** Data in this exercise **
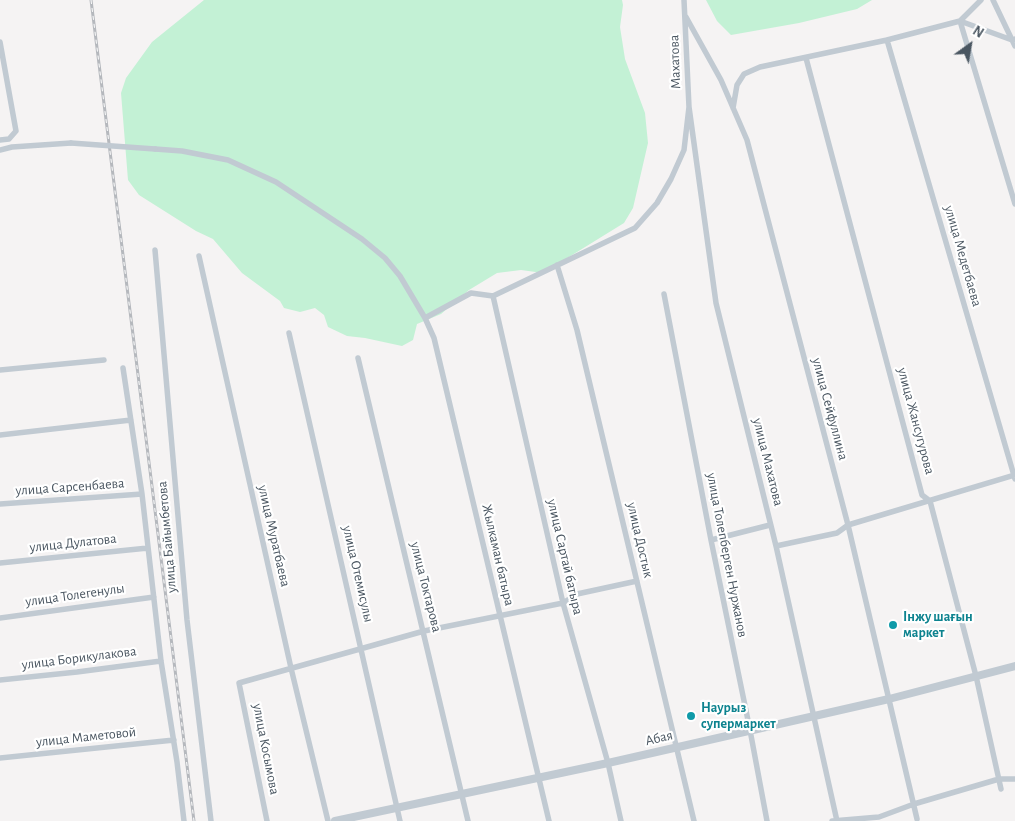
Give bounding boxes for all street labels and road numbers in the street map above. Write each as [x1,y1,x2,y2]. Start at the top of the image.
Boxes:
street label: Махатова [666,35,684,89]
street label: улица Медетбаева [941,203,985,309]
street label: улица Сейфуллина [808,356,852,462]
street label: улица Жансугурова [894,366,938,476]
street label: улица Махатова [749,416,787,508]
street label: улица Толепберген Нуржанов [703,471,751,639]
street label: улица Сарсенбаева [15,475,125,499]
street label: улица Байымбетова [154,480,180,594]
street label: улица Муратбаева [254,483,294,589]
street label: улица Сартай батыра [544,497,586,617]
street label: улица Достык [623,501,657,579]
street label: Жылкаман батыра [478,502,518,608]
street label: улица Отемисулы [339,524,377,624]
street label: улица Дулатова [29,530,117,556]
street label: улица Токтарова [407,540,445,634]
street label: улица Толегенулы [24,580,126,610]
street label: улица Борикулакова [21,643,137,673]
street label: улица Косымова [249,702,283,796]
street label: улица Маметовой [35,723,137,751]
street label: Абая [644,727,674,749]

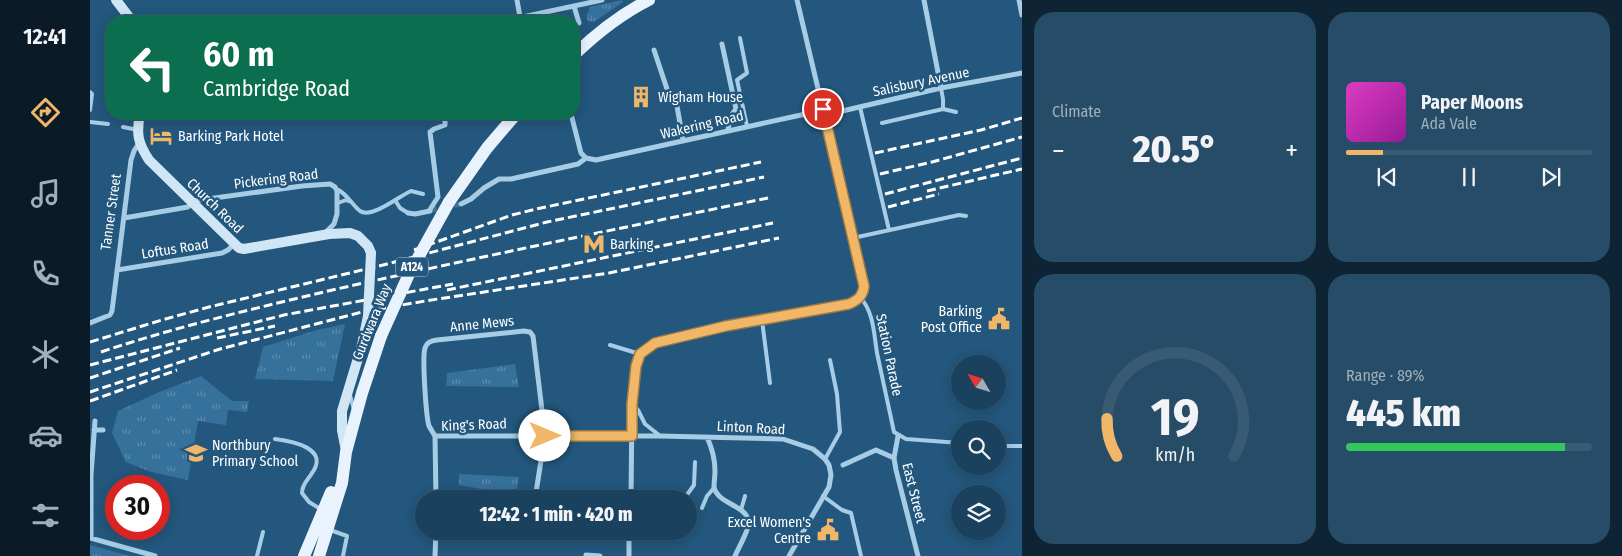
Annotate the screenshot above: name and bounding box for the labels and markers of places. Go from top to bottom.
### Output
building icon: Wigham House [628,84,654,110]
pin [802,88,844,130]
place label: Wigham House [658,89,743,106]
hotel icon: Barking Park Hotel [148,123,174,149]
place label: Barking Park Hotel [178,128,284,145]
metro station icon: Barking [581,231,607,257]
place label: Barking [610,236,654,253]
place label: Barking Post Office [921,303,982,336]
public building icon: Barking Post Office [986,306,1012,332]
place label: Northbury Primary School [212,437,299,470]
school or university icon: Northbury Primary School [183,440,209,466]
place label: Excel Women's Centre [728,514,811,547]
public building icon: Excel Women's Centre [815,517,841,543]

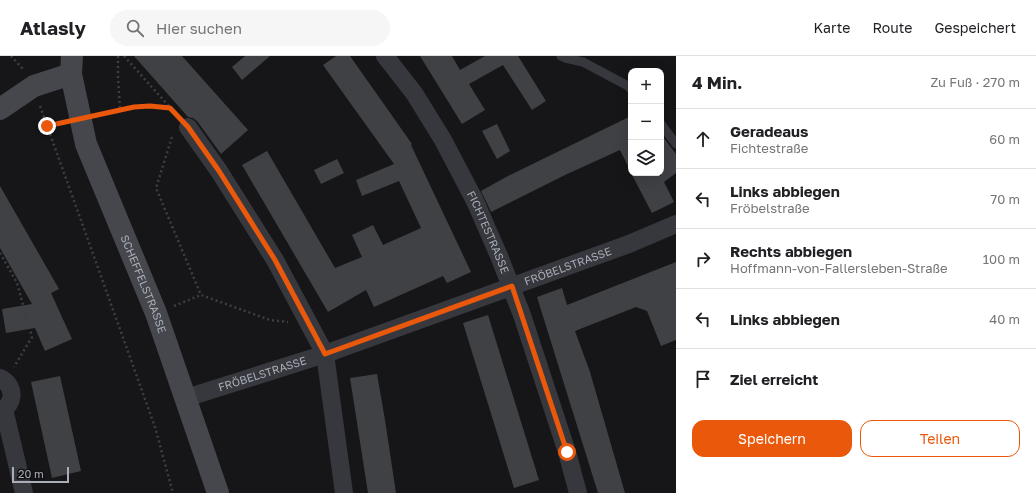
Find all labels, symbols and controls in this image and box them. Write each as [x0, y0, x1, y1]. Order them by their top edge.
search box [110, 10, 390, 46]
text: Atlasly [20, 16, 86, 39]
icon: search [124, 17, 146, 39]
text: Hier suchen [156, 19, 242, 37]
text: Karte [814, 19, 850, 36]
text: Route [872, 19, 912, 36]
text: Gespeichert [934, 19, 1016, 36]
map controls [628, 68, 664, 176]
button: + [628, 68, 664, 104]
text: 4 Min. [692, 72, 742, 93]
text: Zu Fuß · 270 m [931, 74, 1020, 90]
button: − [628, 104, 664, 140]
route end [38, 117, 56, 135]
text: Geradeaus [730, 122, 808, 140]
icon: ahead [692, 128, 714, 150]
text: 60 m [989, 131, 1020, 147]
button: layers [628, 140, 664, 176]
text: Fichtestraße [730, 140, 808, 156]
text: Links abbiegen [730, 182, 840, 200]
street label: FICHTESTRASSE [465, 188, 512, 275]
icon: left [692, 188, 714, 210]
text: 70 m [990, 191, 1020, 207]
text: Fröbelstraße [730, 200, 810, 216]
street label: SCHEFFELSTRASSE [118, 233, 170, 335]
text: Rechts abbiegen [730, 242, 852, 260]
street label: FRÖBELSTRASSE [522, 244, 613, 287]
icon: right [692, 248, 714, 270]
text: 100 m [983, 251, 1020, 267]
text: Hoffmann-von-Fallersleben-Straße [730, 260, 948, 276]
icon: left [692, 308, 714, 330]
text: Links abbiegen [730, 310, 840, 328]
text: 40 m [989, 311, 1020, 327]
street label: FRÖBELSTRASSE [216, 353, 308, 393]
icon: arrive [692, 368, 714, 390]
text: Ziel erreicht [730, 370, 818, 388]
button: Speichern [692, 420, 852, 457]
button: Teilen [860, 420, 1020, 457]
route start [558, 443, 576, 461]
scale bar [12, 465, 69, 484]
text: 20 m [18, 467, 44, 480]

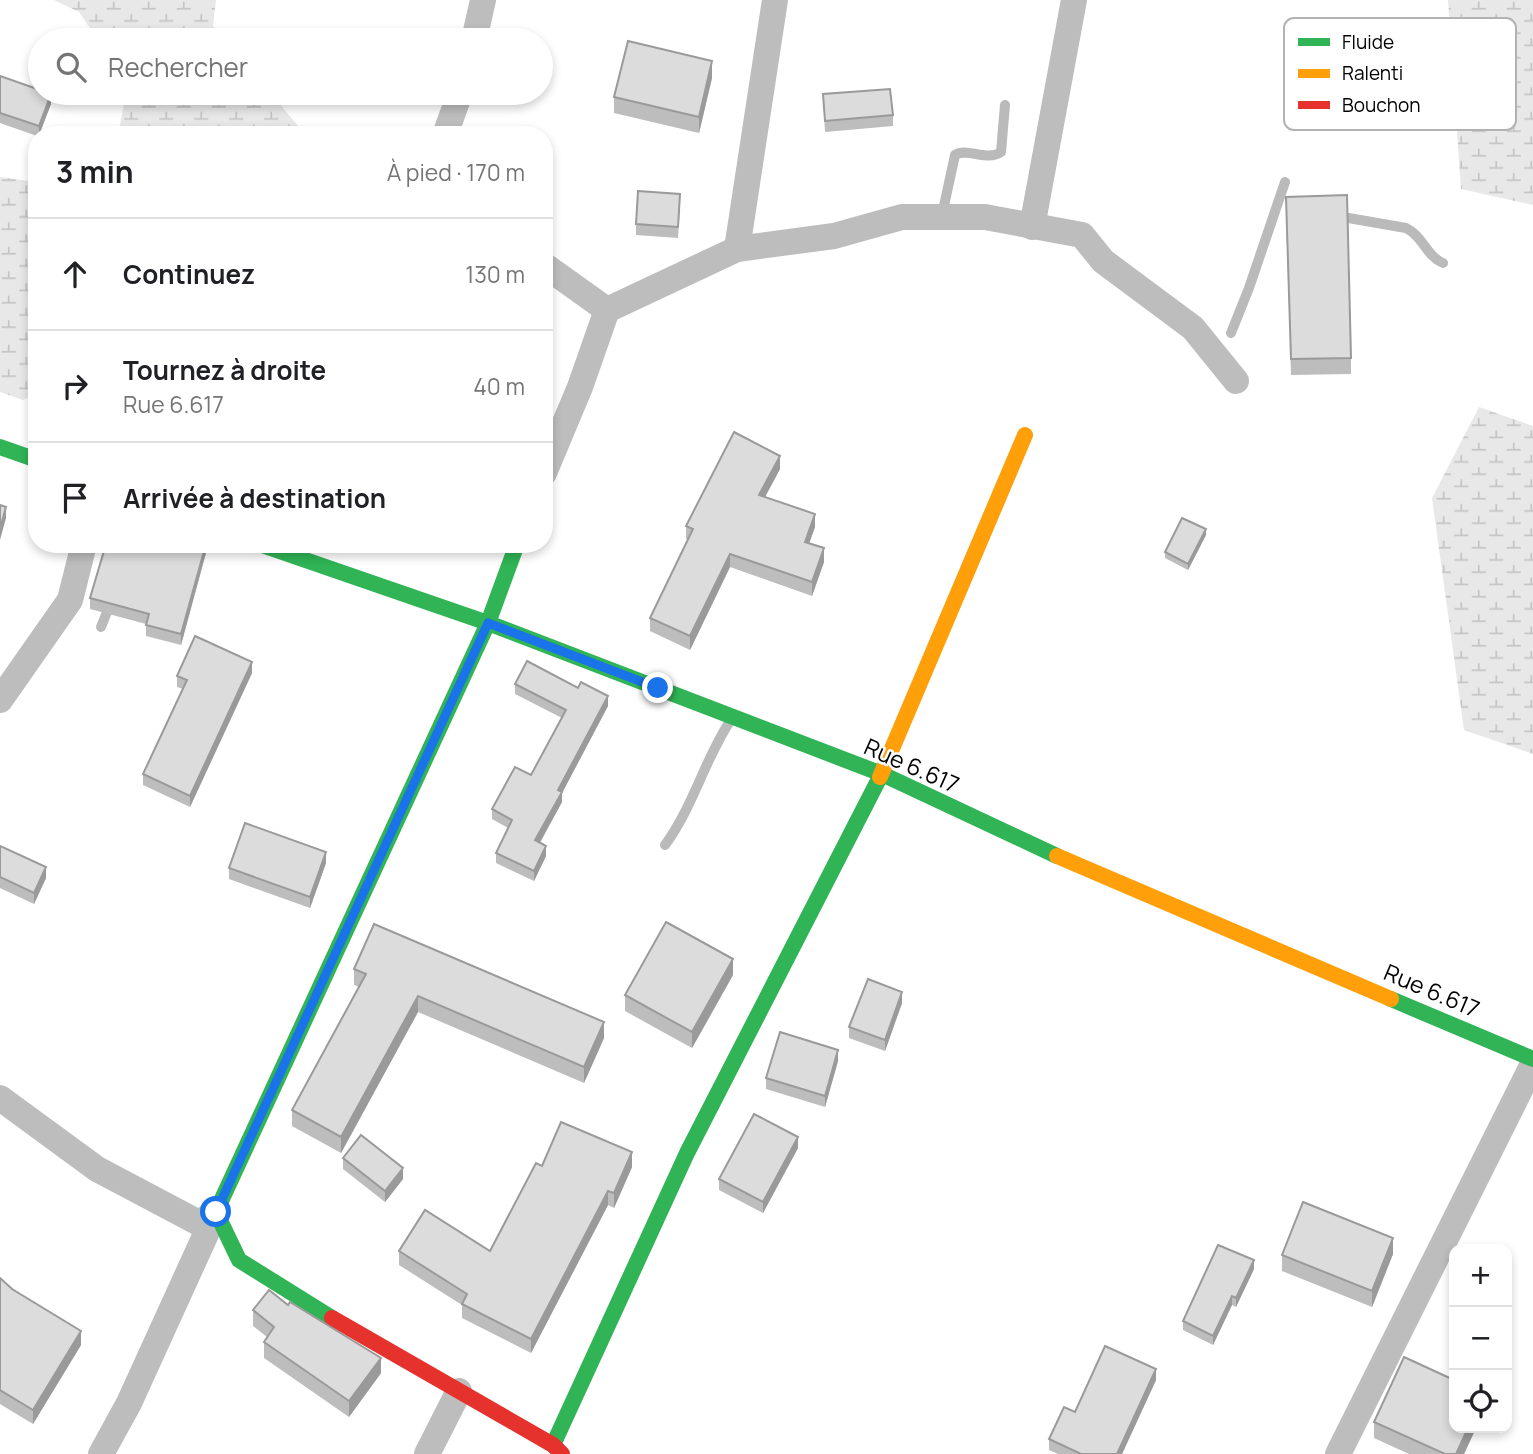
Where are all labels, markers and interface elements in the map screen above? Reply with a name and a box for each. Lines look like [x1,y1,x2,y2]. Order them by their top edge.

** Exercise **
What lines of the listing contain the word "name"? Copy them all.

** Response below **
Annotate the screenshot above: name and bounding box for the labels and markers of places. Go from top to bottom.
Where are all labels, markers and interface elements in the map screen above? Reply with a name and a box for each. Lines look like [x1,y1,x2,y2]. Order them by their top edge.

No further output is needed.